Cooper to hold his own, but Williams is in strife
Barry Dunnett shapes up to boxing opponent Quade Cooper at Kangaroo Point. Photo: Scott Beveridge
There's a bit to like about Barry Dunnett. He seems like a straight-up guy, fits fighting around his job with insurer NRMA and couldn't wait to put his hand up when word passed around the traps that Quade Cooper needed an opponent.
We can't confirm his official nickname is 'Who' but it probably will be after his bout with Cooper on February 8. It won't have quite as much of a ring to it if he manages to win.
Like many journeyman fighters who slug it out in RSLs around the nation for our occasional entertainment, Dunnett hasn't been impressed with people like Cooper breezing into the sport, stuffing the wallet and driving the Lexus back to the football club to resume the day job.
The 32-year-old wants to be the man to deliver the message that part-time foot-pugs aren't welcome in the fight game any longer. The logic does a few loop-the-loops, given the only reason Dunnett is in this story is because of his date with Cooper, but the resentment among the sport's tradesmen is understandable and real.
In any case, Cooper has been working diligently on his boxing skills and from all reports has some genuine talent in the ring. By his own admission, his footwork is rusty and the only way his chin can be really tested is in a fight scenario. But the framework is there.
He should be commended for taking on someone like Dunnett, who has a modest enough record but isn't a comedy opponent or a country backrower taking up boxing for the evening. Anyone who's ever been to the fights knows the guy wearing the ruggers and joggers probably isn't the next Roberto Duran.
Dunnett talked a good fight yesterday after taking the morning off work for his first press conference. He didn't look fazed in the slightest - apart from wearing a long shirt and slacks in the searing heat - and he thinks Cooper is going to bug out when confronted with a flurry of fists.
Cooper is a rank rookie as a boxer but is taller than Dunnett and has a cardio and conditioning base that is exceptional. I'd expect him to move and jab and move and jab, getting the better of Dunnett before eventually claiming a maiden victory.

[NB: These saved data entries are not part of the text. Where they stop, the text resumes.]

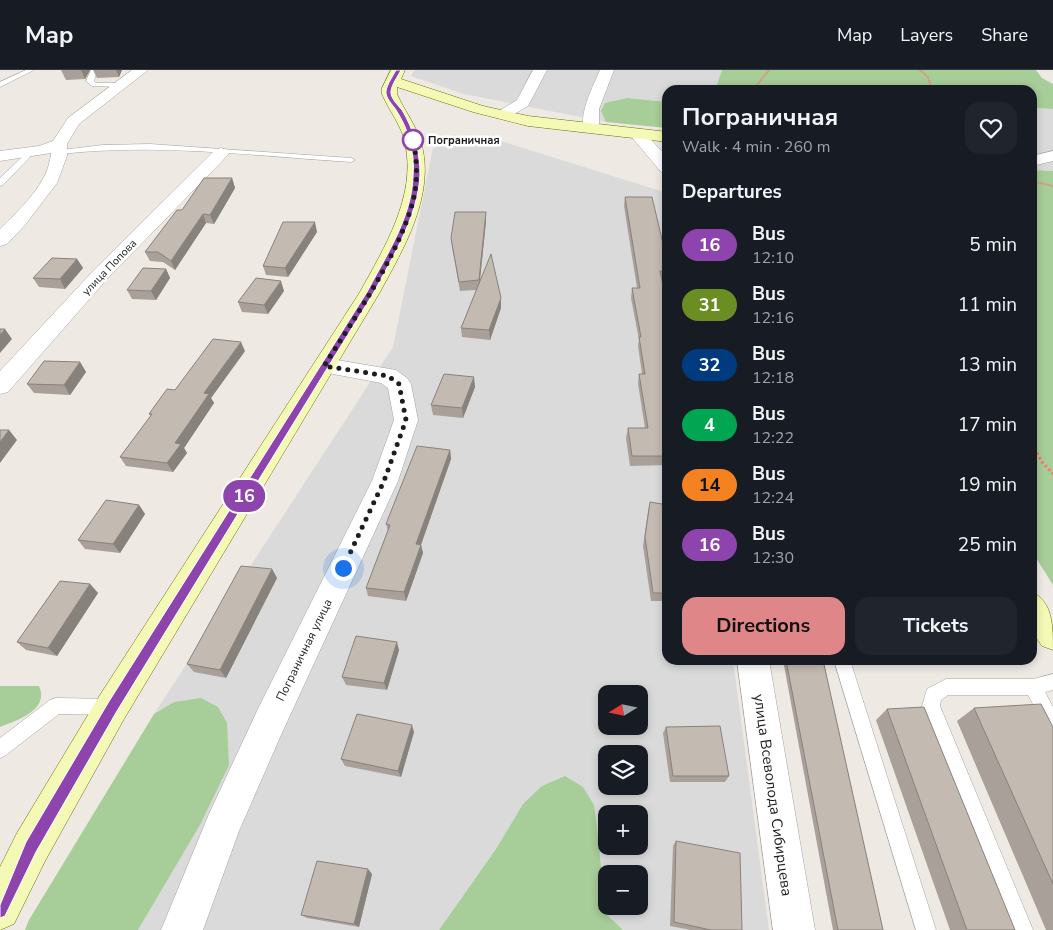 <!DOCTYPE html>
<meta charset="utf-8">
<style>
body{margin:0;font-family:"Nunito Sans",sans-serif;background:#20242c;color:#f1f3f6;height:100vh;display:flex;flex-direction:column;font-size:19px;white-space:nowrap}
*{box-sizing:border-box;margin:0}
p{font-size:16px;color:#9ea1a6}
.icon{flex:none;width:28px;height:28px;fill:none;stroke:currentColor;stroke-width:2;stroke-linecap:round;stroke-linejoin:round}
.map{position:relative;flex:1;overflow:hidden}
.panel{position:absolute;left:662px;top:15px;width:375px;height:580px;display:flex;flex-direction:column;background:#171b24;border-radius:15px;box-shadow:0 2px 8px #0003}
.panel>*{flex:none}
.badge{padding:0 10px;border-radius:16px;font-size:18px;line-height:32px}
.needle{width:32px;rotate:260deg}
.controls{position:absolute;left:598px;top:615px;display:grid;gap:10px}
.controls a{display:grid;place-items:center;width:50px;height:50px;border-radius:10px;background:#171b24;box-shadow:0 2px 8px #0003;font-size:25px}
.you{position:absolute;width:25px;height:25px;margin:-12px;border:4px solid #fff;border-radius:50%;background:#1a73e8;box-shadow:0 0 0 8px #1a73e833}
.map>.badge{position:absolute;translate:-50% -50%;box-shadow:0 0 0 2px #fff}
h2{padding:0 20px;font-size:19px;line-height:45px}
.round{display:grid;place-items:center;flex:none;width:52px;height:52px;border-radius:15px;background:#20242c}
.head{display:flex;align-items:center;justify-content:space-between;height:85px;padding:0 20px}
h1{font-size:24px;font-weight:700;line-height:38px}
.cta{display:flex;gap:10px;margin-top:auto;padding:10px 20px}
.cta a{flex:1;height:58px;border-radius:15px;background:#df8788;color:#111;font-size:20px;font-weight:700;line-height:58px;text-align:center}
.cta a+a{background:#20242c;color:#f1f3f6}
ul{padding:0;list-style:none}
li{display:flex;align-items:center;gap:15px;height:60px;padding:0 20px}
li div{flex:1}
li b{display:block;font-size:19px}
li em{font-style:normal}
li .badge{min-width:55px;font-weight:700;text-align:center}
header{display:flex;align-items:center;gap:30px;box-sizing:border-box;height:70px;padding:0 25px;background:#171b24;border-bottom:1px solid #363941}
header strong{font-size:24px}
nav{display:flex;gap:28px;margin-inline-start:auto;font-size:18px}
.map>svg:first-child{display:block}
.residential{fill:#dbdada;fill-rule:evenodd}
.forest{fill:#a7cd98}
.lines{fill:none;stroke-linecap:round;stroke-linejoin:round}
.lane-casing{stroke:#a4a4a4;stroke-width:1}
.street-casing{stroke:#a4a4a4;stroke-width:1}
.secondary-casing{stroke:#667206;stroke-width:1}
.path-far1{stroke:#f87a6a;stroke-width:2;stroke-dasharray:1 1;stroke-linecap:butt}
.path{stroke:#f87a6a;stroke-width:3;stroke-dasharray:2.5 2.5;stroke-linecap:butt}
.lane{fill:#fff;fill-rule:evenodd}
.street{fill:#fff;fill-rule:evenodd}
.secondary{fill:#f5f9b6;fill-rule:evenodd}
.wall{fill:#a8a099}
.shaded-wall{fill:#88827d}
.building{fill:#c3bab2;stroke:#88827d}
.line{fill:#8e44ad;stroke:#fff}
.walk{stroke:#1d1d1d;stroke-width:5;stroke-dasharray:0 9}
.stop-dot{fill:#fff;stroke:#8e44ad;stroke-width:2.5}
.labels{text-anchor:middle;stroke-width:5;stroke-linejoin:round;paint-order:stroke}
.far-stop-label{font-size:11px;font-weight:bold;fill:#1d1d1d;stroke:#fff;text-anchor:start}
.far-street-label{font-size:11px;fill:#1d1d1d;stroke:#fff}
.street-label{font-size:12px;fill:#1d1d1d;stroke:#fff}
.near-street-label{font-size:15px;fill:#1d1d1d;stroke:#fff}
</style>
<header>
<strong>Map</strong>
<nav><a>Map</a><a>Layers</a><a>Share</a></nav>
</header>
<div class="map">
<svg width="1053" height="860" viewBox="0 0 1053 860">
<rect width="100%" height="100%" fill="#eeeae3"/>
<!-- residential -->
<path class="residential" d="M415 0H722L715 20H668L667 32 627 28 601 41 606 52 464 24 411 6Z
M1032 38 1053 39V101L1033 100Z
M488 67 667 123 668 590H733L769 860H623L605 843 599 774 523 734 496 779 439 860H138L200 755 174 632 154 644 393 277 433 78ZM606 624H639V656H606ZM606 684H639V716H606ZM606 744H639V776H606ZM606 804H639V836H606Z"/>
<!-- forest -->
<path class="forest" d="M722 0H1036L1042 8 1053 14V39L1033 38 1032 20H715Z
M627 28 667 32V58L606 52 601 41 605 33Z
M1032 100 1053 101V515L1033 483Z
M0 616H39C50 640 16 651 0 657Z
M201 628 218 637 227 653 229 695 200 755 138 860H25L29 850 154 644 174 632Z
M565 706 583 717 594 735 599 774 605 843 623 860H439L496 779 523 734 542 716Z"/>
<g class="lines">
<!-- lane casing -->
<g class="lane-casing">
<path id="lane" d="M26 0H34L0 17V12Z
M91 0H97L94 11 96 13H120L124 15 120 17 92 16 86 11Z
M150 74 351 88 355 90 351 92C254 86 157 73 61 84L57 82 61 80 103 75Z
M22 82H28L30 87 3 115 0 116V108L22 87Z
M834 590H850L936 860H916Z
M1053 604V620L1045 622 1053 637V663L1047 660 1028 625H948L941 630 940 636 1033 860H1013L922 636 927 619 946 609H1033Z
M56 628 112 629 118 631 121 637 118 643 112 645 59 644 6 685 0 688V668L50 630Z"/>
</g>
<!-- street casing -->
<g class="street-casing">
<path id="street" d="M132 0H148L79 54 67 74V86L57 113 25 155 7 174 0 176V159C20 139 49 113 51 83L0 91V81L39 76 53 71 68 48Z
M533 0H547L528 36 507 48H497L494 45 497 42 517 30Z
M600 0H614L599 39V59L596 62H586C576 49 594 14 600 0Z
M637 59 643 61 668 88V104L662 103 629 64 631 61Z
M221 78 227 80 229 83 227 86 108 208 8 322 0 324V301L94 200 215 80Z
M1053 81V91L1032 96V86Z
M325 288 396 300 407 308 411 314 418 350 398 411 281 665 239 761 203 860H161L209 744 257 641 372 411 394 350 388 318 381 313 317 301 313 296 317 291Z
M737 590H769L815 860H773Z"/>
</g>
<!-- secondary casing -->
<g class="secondary-casing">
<path id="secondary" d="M391 0H405L401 9 483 36 528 46 668 62V72L528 56 473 42 397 17V24C404 40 416 55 421 72 436 124 404 178 380 222L124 649 45 791 14 854 0 860V797L17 763 100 625 360 222C384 178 417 126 405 73 402 56 389 41 382 24V18Z
M1032 522C1053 532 1053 556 1053 580L1042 576 1032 562Z"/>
</g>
<!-- path-far1 -->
<path class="path-far1" d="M920 0 928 7 932 20
M753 20 769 0
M1032 111 1053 116"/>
<!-- path -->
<path class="path" d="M1032 374 1042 392 1053 404"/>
<!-- lane -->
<use href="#lane" class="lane"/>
<!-- street -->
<use href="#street" class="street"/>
<!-- secondary -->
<use href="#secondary" class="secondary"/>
</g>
<!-- wall -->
<path class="wall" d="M61 0H90L85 9 66 10Z
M93 0H122L119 7 97 8Z
M232 108 235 118 214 154 206 153 175 200 163 192 150 191 145 182 182 140Z
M625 127 668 195 667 211H662L668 237V395L630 396 626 368 628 358H645L638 314 639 304H642L638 276 639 270 631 228 632 218H637L624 136Z
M486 151 480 210 501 228V238L490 270 462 267 461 258 476 220 460 221 452 177 451 168Z
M317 162 288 207 266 205 263 196Z
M77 189 83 198 65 219 39 217 33 208Z
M166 199 170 208 156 230 132 229 127 220Z
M284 221 268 244 242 242 238 232Z
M245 281 211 328 214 333 184 378 187 383 173 402 126 396 120 387 151 346 149 344 175 320Z
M80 292 86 302 70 325 34 323 27 314Z
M475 317 463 348 433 345 431 335Z
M450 380 451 389 421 475 423 483 406 531 368 526 366 518 388 461 386 454Z
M650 432 668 435V531H651L643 476 648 441Z
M139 435 145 444 120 483 85 479 78 470Z
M272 499 277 508 226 608 194 602 187 594Z
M90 514 98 523 57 586 26 580 17 572Z
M399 580 387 620 346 615 342 607Z
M783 590H823L883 860H833Z
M974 638 1053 657V860H1046L957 651Z
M887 639 1015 860H950L876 650Z
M666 657 729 706 725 712H670L663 663Z
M414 662 401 707 345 696 341 689Z
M676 771 742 860H691L670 856 673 776Z
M372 804 359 857 307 848 301 845Z"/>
<!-- shaded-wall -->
<path class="shaded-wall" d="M81 0H90L85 9Z
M116 0H122L119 7Z
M232 108 235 118 214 154 210 145Z
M486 142V151L479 219V210Z
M203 144 206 153 175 200 171 191Z
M315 152 317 162 288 207 285 198Z
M77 189 83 198 65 219 60 209Z
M166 199 170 208 156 230 151 221Z
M281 211 284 221 268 244 264 235Z
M501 228V238L490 270 489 260Z
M5 259 12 269 0 283V265Z
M241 272 245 281 211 328 214 333 184 378 187 383 173 402 167 393 175 373 204 323Z
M80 292 86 302 70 325 64 315Z
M474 307 475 317 463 348 462 338Z
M9 360 17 370 0 393V372Z
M450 380 451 389 418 483 416 474Z
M139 435 145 444 120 483 113 474Z
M421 475 423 483 406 531 404 522Z
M272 499 277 508 226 608 220 600Z
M90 514 98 523 57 586 48 578Z
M397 572 399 580 387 620 384 613Z
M412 655 414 662 401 707 398 701Z
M368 799 372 804 359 857 354 854Z"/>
<!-- building -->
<path class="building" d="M204 108H232L210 145 203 144 171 191 158 182H145L177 140H182Z
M625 127H652L668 195V201H660L668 237V326H665L668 338V386H632L628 358H648L639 304H645L639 267H641L632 218H640Z
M455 142H486L479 210 459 212 451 168Z
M283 152H315L285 198 263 196Z
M491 184 501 228 489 260 461 258Z
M52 188 77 189 60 209 33 208Z
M143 198 166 199 151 221 127 220Z
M256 208 281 211 264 235 238 232Z
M0 259H5L0 265Z
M213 269 241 272 204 323 209 324 175 373 181 374 167 393 120 387 152 344H149L167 319 175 320Z
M44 291 80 292 64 315 27 314Z
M444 304 474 307 462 338 431 335Z
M0 360H9L0 372Z
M417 376 450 380 416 474 421 475 404 522 366 518 390 455 386 454Z
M106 430 139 435 113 474 78 470Z
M650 432 668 435V523H653L645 467Z
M241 496 272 499 220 600 187 594Z
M60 511 90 514 48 578 17 572Z
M356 566 397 572 384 613 342 607Z
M786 590H823L883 860H838Z
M1041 634 1053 657V814L974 638Z
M924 637 1015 860H967L887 639Z
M357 644 412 655 398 701 341 689Z
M720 656 729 706H673L666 657Z
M676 771 740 783 742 860H711L674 852Z
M317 791 368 799 354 854 301 845Z"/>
<!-- line -->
<path class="line" d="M396 0H401C398 6 392 14 391 21 390 28 398 35 402 40 414 60 420 82 420 105 418 146 393 186 374 222L117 641 36 782 5 846 0 848V835L26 772 108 633 367 222C386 186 412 147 413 106 415 82 409 60 396 40 393 35 385 28 386 21 387 14 393 6 396 0Z"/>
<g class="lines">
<!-- walk -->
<path class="walk" d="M343 498 384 411 406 350 399 314 388 306 324 296C354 249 402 180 414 127 418 107 417 86 412 66L413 70"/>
</g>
<!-- markers -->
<circle class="stop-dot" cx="413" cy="70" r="10"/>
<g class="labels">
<!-- far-stop labels -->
<g class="far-stop-label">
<text x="428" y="74">Пограничная</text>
</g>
<!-- far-street labels -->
<g class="far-street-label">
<text transform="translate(109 197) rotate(-46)" y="4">улица Попова</text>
</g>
<!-- street labels -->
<g class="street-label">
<text transform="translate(304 580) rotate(-64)" y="4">Пограничная улица</text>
</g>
<!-- near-street labels -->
<g class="near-street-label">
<text transform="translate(773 725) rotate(82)" y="5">улица Всеволода Сибирцева</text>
</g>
</g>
</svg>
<div class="controls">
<a><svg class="needle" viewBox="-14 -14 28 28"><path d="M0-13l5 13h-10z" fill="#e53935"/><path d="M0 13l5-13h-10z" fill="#9ea1a6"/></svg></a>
<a><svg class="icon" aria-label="layers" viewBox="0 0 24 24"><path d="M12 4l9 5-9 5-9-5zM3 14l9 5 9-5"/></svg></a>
<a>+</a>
<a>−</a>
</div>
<div class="you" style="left:343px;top:498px"></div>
<b class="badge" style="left:244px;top:426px;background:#8e44ad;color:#fff">16</b>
<section class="panel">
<div class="head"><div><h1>Пограничная</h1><p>Walk · 4 min · 260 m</p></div><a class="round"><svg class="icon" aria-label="heart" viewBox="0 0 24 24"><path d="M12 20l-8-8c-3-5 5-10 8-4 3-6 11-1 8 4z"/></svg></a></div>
<h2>Departures</h2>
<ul>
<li><span class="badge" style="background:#8e44ad;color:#fff">16</span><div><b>Bus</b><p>12:10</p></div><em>5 min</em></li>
<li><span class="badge" style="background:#6b8e23;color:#fff">31</span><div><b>Bus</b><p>12:16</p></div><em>11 min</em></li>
<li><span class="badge" style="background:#003b80;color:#fff">32</span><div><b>Bus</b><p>12:18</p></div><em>13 min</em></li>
<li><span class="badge" style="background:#00a651;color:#fff">4</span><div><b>Bus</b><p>12:22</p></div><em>17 min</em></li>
<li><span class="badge" style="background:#f58220;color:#111">14</span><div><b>Bus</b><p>12:24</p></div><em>19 min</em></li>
<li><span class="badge" style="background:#8e44ad;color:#fff">16</span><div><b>Bus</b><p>12:30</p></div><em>25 min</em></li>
</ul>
<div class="cta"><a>Directions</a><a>Tickets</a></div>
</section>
</div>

Cooper's trainers used to work with Dunnett and rate him a testing start to any potential boxing career. Even so, Cooper's boxing advisors think he will start in the affirmative, as do oddsmakers, who have him a $1.20 favourite to be one from one in his new hobby.
There's less confidence about the other footballer on the card, Sonny Bill Williams. He takes on Frans Botha, a portly 44-year-old South African on a three-fight losing streak.
The "White Buffalo" has fought some impressive names over the years ... Mike Tyson, Wladimir Klitchsko, Lennox Lewis, Evander Holyfield, Michael Moorer ... and managed to lose to them all.
Still, there's been some substantial investments on Botha to upset Williams, as well as a degree of nerves from those close to the fight, who are wondering whether Williams has bitten off more than he can chew.
A quick YouTube search of Botha would suggest he's going to struggle to keep up with the insanely chiselled figure of Williams, who would be well advised to utilise every molecule of his youth and athleticism to drain the energy from Botha's robust frame.
Yet Botha can still unleash a punch, something Williams is yet to really endure in his seedling of a boxing career. If Williams is tempted to stand and deliver and he endures more than he bargained for, he could suffer some wobbly knees.
Like Cooper, he understands there's going to be more than a few happy fans if he bites the dust, most of them wearing Canterbury Bulldogs jerseys. Khoder Nasser's recruits thrive on such disdain and it only adds to the polarised fascination with these sort of hybrid football fight nights, decried as sideshows by most pros but still a source of fascination for media consumers.
Compared with the Anthony Mundine-Daniel Geale fight at the end of January, the Williams-Cooper card is a sidebar. Both men are taking exploratory steps into potential new careers, while Geale is at the height of his powers and Mundine is desperate to remain a threat.
But Nasser knows how to pick them. With Mundine out of the stable, he could scarcely have found two athletes that split opinion like Cooper and Williams. It's a proven recipe to make a dollar and sadly for a purist like Barry Dunnett, I doubt either of them are going to be departing the sport in a hurry.